The project was designed to take advantage of Haiti’s pool of PLHIV on treatment as integral participants in on-going adherence, return to care, and retention interventions for their fellow PLHIV. In many instances, peers are more knowledgeable about the actual whereabouts of ‘missing’ clients than heath care workers and are capable partners in the provision of ongoing support that leads to high-quality outcomes. This includes long-term adherence to, and retention on, care and treatment. Working with PLHIV Associations, TIDE engages PLHIV peers through three main activity tasks:
- As tracking agents seeking and facilitating the return of patients that are lost to follow up to care
- As patient care navigators working within healthcare facilities to support and guide patients (especially those who have been out of care for a significant amount of time) through HIV care, including the many approved Differentiated Service Delivery models
- As part of peer-led community adherence groups that provide essential services (including drug distribution) to fellow PLHIV within the community
Using ongoing program data, TIDE distributes peer assignments across locations and patients as necessary. It maintains proximity of peers with PLHIV in their communities and equips them with the necessary technology to geo-track and geo-tag known and new patient locations and update these records within the national HIV treatment database as necessary.
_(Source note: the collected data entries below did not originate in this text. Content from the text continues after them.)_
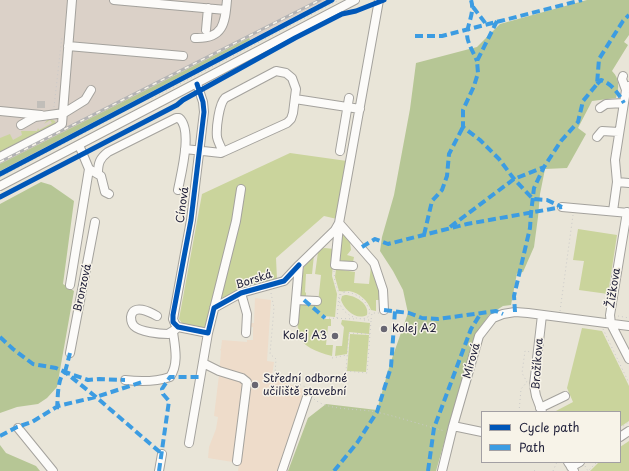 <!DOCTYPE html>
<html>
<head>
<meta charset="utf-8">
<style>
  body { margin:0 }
  #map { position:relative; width:629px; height:471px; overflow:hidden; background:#e9e5d8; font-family:"Playpen Sans",sans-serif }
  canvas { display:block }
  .legend { position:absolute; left:481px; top:411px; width:140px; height:52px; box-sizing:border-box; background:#f7f3e8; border:1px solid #a29fa3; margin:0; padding:5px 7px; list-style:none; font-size:12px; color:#22223b }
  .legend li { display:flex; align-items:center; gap:8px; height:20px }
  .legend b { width:20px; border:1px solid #a29fa3 }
</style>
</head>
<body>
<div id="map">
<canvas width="629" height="471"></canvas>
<ul class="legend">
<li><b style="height:5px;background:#0057b8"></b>Cycle path</li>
<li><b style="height:5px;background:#3c9ce2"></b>Path</li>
</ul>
</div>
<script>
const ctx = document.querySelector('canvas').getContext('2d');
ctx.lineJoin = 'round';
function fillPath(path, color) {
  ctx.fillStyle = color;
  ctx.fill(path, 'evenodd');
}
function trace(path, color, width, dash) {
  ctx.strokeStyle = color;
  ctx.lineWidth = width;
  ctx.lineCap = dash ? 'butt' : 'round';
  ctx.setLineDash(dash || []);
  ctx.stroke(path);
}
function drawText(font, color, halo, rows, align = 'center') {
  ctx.font = font + ' "Playpen Sans",sans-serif';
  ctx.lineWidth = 3;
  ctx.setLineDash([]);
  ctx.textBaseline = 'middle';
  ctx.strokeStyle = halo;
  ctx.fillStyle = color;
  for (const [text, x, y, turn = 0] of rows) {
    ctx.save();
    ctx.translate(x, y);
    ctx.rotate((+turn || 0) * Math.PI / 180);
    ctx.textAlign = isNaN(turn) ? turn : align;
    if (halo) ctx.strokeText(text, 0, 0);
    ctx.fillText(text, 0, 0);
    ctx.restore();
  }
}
fillPath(new Path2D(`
  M255 298 271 300 267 361 274 362 272 376 277 377 280 381 306 390 281 471H238L239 463 208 458 209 447 216 429 218 417 214 416 219 375 221 351 220 349H221L222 340 247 342V340H253V327H250L251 323H254Z`), '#eedcca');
fillPath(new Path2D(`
  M0 0H326L0 171Z`), '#dbd1c8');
fillPath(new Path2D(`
  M49 118 55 121 56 124 0 154V138L10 134 13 140 22 135 21 131H37L38 128 39 130 52 123 50 120 44 124Z
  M290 153 347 161 337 219 324 216 276 258 277 280C252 282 231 295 210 308L207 327 202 330 184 326 179 319 202 194Z
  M578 229 617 235 608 294 579 290 584 261 573 260Z
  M342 230 350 242 351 250 347 255 354 257 353 262 342 263 340 261Z
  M325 248 334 249 332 276 337 294 335 317 324 316V319H331V326H328L326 345H333L332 356C295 346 296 337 299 303H318L321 275 315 274 318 252 319 249Z
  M314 255 312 274H306L305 292 306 293V296L317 297 316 299 299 297 304 267Z
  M371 266 379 289V300H376V311L371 310C368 301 360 293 349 291 346 291 343 292 339 291L335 277 336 269 355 272 354 283 369 284Z
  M345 295C355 295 370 304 367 315 356 321 344 309 341 300L342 296Z
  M342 320 370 323 369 334 349 332 347 354 335 356 336 346H342L344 327 341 324Z
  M582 328 602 331 629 386V421L620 427V412H554L573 402 567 388Z
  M350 334 369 335 366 372 347 371Z
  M629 441V471H590L599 462H620V447Z`), '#cad49c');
fillPath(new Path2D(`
  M587 0H629V35L624 42 628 45 612 71C620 79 619 87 616 98L592 101 578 128 586 134 567 168 545 169 540 194 538 217 534 247 523 272 517 273 511 305 503 306 489 315 475 335 436 471H288L308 418 326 404 377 410 390 364 408 313 403 290 393 271 380 251 382 237 394 195 410 109 416 63 477 47 500 24Z
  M249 38 250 40 0 171V164Z
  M41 182 51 185 74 201 63 284 74 291 57 387 47 398 38 404 17 407 0 413V204Z
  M0 445 6 453 36 466 40 471H0Z`), '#b6c695');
trace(new Path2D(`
  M41 108V101`), '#c1beb9', 8, [8, 4]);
const minor = new Path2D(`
  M114 0 226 10
  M206 30 208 8
  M195 38C223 39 225 24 227 0
  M68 46 183 56
  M623 76 622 79 626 90
  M197 84 203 102 204 112 191 220 173 319 175 324 178 327 208 333
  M295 99 360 109
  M600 108 606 104 624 103
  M0 111 41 115
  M21 125 35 117 64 113 85 100 91 90
  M597 137 602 131 619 132
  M79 145 89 169 101 176 105 192 109 194
  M185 149 221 153 223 152 287 123 291 119 293 113 296 89 292 78 286 73 276 71 225 98C219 104 216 128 217 137 218 142 221 147 223 152
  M340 151 349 98
  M0 157 58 127 62 124 72 0
  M98 173C98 163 100 158 108 152L176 118H179C193 129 181 174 178 190
  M617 182 629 183
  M0 186 355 0
  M562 207 629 213
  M613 211 617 182 615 160 626 90 629 86
  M627 212 610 315 611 324 629 359
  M339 223 374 263 383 290 384 310
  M339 226 335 265 353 266
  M70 285 89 169
  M241 293 247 314 246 333
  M296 300 317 301
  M214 308 241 293 284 281 299 265
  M157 316C150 312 133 303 131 317 131 321 132 324 134 326 140 332 160 334 168 334L176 329
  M294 322 299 265 335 230 339 223 379 0
  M70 353 95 222
  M203 363 219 371 242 378 247 382 237 461
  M125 380C141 382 155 382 170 377 179 364 175 347 173 332
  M540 408 565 396
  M542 412 536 396 534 385 542 315
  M453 426 482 432
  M18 428 53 471
  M620 437 629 431
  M189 443 208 333 236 221 241 189
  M568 462 574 471
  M571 467 580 462
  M159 471 162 454
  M282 471 308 394
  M442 471 453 426 479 336 493 318 503 314 515 312 528 313 629 326`);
trace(minor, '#a4a29d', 10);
trace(new Path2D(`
  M140 101 153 98 339 0
  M54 107 62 36
  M0 177 113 118 117 113
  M334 271 335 283 340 295
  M344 292C356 292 366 300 370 311L368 317C356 324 333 308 341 294Z
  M271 293 274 308 270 354 276 359 275 375 306 387
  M560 311 573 215
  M618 316 629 318
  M325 318 357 319
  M337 318 339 295
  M364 320H371L372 313H379
  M603 329 629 383
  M349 333 370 334 367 373 346 371Z
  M370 334 371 321
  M332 358 347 355
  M314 399C328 411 357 408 376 412 399 417 422 425 445 431
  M519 412 521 389 527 382 522 373 525 351 531 352
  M620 428 629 422
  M620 445 623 443
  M585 466 588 471 597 462
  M534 471 535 470
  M553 471 557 462`), '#cac9c8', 1, [1, 3]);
trace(minor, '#fcfbf9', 8);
const rail = new Path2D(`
  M0 162 320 0`);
trace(rail, '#b3b3b4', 3);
trace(rail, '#f7f3e8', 1.5, [4.5]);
trace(new Path2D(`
  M471 0C475 12 468 22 467 34 467 43 474 53 477 61
  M473 7 486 24
  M497 21 477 61 478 73 474 86 463 110V127L480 140 499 159 514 179 533 199 547 200 562 207
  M415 36H442L582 0
  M597 84 601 80C612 84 618 93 624 103
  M450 227 514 179 544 167
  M424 235 432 201 442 190 447 176 449 154 463 127
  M362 247 375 239 388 244 467 224 562 207
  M304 300 325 318
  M384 310 409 313 422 318 438 319 496 311 503 314
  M515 312 514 296 530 228 531 213 534 188 544 167 561 141 578 122 583 101 597 84 599 59 623 21 629 15
  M0 337 13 349 33 364 56 368 65 372 96 397 162 454
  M65 372 70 353
  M57 409C58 399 57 378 65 372L88 380 99 379 125 380
  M0 436 17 427 32 422 58 406 96 397 142 382
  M159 471 169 401 163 394 162 389 170 377H200
  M334 471 357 443 377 412 391 367 395 311
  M428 471 434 428 471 329 481 313`), '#3c9ce2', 4, [8, 4]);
trace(new Path2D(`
  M197 84 203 102 204 112 191 220 173 315V322L178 327 208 333 214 308 241 293 284 281 299 265
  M0 174 332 0
  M0 197 177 105 183 100 295 38 342 14 356 11 384 0`), '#0057b8', 5);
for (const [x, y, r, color] of [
  [384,329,4,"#686672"],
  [335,336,4,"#686672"],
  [255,385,4,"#686672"]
]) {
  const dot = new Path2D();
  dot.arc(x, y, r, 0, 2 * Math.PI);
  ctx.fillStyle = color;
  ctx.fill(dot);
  trace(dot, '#f7f3e8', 1.5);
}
drawText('11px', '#22223b', '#f7f3e8', [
  ["Cínová",183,205,-82],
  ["Borská",254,280,-18],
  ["Bronzová",83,288,-78],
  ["Žižkova",614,288,-81],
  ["Mírová",472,361,-74],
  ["Brožíkova",538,364,-86]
]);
drawText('11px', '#22223b', '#f7f3e8', [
  ["Kolej A2",392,329],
  ["Kolej A3",327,336,"right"],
  ["Střední odborné",263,379],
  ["učiliště stavební",263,392]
], 'left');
</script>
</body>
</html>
TIDE- Drug Dispensing Points (DDP)
The overarching aim of TIDE-Drug Dispensing Points (DDP) is to establish and manage community-based dispensing points in selected high-burden areas and areas where patients will benefit from easier access to medication and enhanced ability to stay on treatment. This strategy will address patient difficulties accessing clinical facilities for drug refill by situating these dispensation points at strategically located settings widely accepted and attended by beneficiaries (such as local pharmacies, People Living with HIV association offices, and houses of worship), and provide more convenient pick-up points for patients on differentiated service delivery models such as multi-month scripting.
Dispensing Points to Areas with High Patient Populations and High Rates of LTFU:
- Implement DDPs in departments and locations across the country with continued focus on patient centered services
- Serve high-patient population areas, especially areas most vulnerable to service disruption, where a significant proportion of patients are on multi-month scripting, and where there are high numbers of priority populations
- Prioritize ease of patient engagement, confidentiality, and minimal disruptions to other services at the site, and proper data management.
- Integrate dispensing for HIV and non-HIV patients from the same location to avoid stigma of any sort
Types of DDPs:
- Community-based delivery
- Fixed location delivery managed by community health workers or lay personnel
- Fixed location delivery managed by pharmacy technicians
- Drug dispensation and pick-up at a fully-fledged pharmacy managed by pharmacists
Implementation of GU LISTEN:
TIDE-DDP uses Georgetown University’s LISTEN/HCD methodology to inquire about client/patient perspectives, understand drivers of behavior, and obtain patient perspectives on those services and approaches that will best address their needs and doubts while still promoting retention in care. LISTEN facilitates communities of practice set up to meet regularly to jointly review data and identify common or unique challenges and solutions using the grounds up approach.